I have a question that I wish some knowledgeable macro economist could answer. I understand that the US GDP includes medical type production and countries who have socialized medicine do not include those expenditures/production in their GDP. Since medical expenses/production are an extremely huge factor in the US economy, doesn’t that inflate the GDP on which we base our payment to NATO? In other words, our contribution is inflated by comparing apples and oranges GDPs if this is true. Also, no distinction or compensation has been made for those countries who maintain a huge military that is able to back up UN allies – some of whom have very little military capability or expenditure. If a country is spending huge amounts on their private military which is able to back up NATO countries, then it has a far greater expenditure than countries who rely heavily on NATO and NATO allies… Read more »
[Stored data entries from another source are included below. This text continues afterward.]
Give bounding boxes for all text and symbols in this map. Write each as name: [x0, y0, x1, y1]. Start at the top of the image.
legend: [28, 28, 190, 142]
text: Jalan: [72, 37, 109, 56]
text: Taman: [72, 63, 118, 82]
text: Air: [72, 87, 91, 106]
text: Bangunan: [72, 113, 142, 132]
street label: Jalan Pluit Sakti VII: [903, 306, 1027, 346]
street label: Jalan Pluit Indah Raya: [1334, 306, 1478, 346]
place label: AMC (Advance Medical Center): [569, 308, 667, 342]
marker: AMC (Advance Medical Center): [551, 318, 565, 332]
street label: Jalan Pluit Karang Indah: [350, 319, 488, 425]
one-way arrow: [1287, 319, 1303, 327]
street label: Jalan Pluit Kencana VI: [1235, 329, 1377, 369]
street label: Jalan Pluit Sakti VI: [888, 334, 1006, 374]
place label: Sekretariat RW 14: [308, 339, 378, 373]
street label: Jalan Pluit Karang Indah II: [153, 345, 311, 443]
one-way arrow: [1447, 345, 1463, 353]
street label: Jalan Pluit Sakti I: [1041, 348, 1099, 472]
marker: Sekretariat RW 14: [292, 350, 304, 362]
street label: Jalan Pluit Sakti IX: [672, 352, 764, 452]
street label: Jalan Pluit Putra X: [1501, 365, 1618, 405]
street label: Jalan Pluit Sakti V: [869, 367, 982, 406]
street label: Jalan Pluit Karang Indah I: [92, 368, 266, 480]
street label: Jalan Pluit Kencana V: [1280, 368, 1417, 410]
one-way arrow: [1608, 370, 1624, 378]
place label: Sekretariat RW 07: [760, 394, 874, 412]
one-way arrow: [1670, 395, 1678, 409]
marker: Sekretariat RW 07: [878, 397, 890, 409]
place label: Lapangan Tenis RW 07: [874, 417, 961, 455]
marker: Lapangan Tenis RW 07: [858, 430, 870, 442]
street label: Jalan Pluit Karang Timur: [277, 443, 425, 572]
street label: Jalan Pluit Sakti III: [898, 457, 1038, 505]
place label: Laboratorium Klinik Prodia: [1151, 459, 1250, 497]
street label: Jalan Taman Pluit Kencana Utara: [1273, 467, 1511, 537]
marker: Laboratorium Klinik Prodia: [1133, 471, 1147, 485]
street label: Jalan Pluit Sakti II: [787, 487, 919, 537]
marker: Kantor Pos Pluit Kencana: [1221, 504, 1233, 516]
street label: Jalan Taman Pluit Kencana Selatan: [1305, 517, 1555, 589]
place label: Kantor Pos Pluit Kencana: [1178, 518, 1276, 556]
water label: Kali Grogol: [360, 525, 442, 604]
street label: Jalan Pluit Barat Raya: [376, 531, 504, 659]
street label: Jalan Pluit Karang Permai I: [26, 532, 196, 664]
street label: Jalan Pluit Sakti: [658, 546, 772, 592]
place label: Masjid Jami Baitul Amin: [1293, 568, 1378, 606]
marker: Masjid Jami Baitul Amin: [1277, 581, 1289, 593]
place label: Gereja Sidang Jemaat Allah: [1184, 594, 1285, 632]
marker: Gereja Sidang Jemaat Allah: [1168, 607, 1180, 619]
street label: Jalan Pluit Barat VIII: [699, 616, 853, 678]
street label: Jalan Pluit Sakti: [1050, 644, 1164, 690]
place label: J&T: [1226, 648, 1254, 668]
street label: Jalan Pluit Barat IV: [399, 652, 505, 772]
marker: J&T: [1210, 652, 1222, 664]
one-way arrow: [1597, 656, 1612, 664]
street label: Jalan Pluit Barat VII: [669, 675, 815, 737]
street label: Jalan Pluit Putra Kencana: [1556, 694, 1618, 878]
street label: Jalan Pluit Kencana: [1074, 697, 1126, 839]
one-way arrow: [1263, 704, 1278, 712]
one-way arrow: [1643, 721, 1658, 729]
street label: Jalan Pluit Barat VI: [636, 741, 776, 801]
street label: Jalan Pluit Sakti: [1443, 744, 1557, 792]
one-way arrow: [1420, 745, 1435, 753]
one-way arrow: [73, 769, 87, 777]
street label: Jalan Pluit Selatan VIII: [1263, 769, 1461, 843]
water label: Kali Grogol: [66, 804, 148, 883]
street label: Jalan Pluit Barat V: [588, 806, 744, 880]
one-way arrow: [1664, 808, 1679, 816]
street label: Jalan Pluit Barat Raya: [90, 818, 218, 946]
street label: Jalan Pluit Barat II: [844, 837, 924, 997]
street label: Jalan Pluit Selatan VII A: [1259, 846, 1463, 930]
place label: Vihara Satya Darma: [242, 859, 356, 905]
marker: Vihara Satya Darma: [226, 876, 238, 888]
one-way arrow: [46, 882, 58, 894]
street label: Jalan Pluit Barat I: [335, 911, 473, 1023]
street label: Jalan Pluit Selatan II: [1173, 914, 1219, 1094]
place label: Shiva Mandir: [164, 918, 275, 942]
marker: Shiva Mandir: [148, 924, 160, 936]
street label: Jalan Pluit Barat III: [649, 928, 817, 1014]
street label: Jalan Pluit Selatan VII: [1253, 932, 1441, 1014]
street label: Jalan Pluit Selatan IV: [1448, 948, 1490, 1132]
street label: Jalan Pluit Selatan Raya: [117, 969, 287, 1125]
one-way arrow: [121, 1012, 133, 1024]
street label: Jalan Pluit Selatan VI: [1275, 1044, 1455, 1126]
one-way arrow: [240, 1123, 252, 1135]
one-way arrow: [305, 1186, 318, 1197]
As I read it, the NATO commitment is supposed to be a commitment to the military (defense) of 2% GDP. Doesn’t have to be a standing military, but, then what? Does a ‘monetary contribution seems crass?

JanH, GDP, being a hodgepodge of data using estimates, statistics,production,spending,etc. is a formulary originated at the United Nations to reflect each country’s wellbeing. But there are gaps in what is considered and shown with no assurance of exactness and accuracy–a benchmark, if you will, an estimate or a best guess.
Having said that, government spending does enter the calculation, so that socialized medicine (a part of government spending) should be included in each nation’s reported GDP.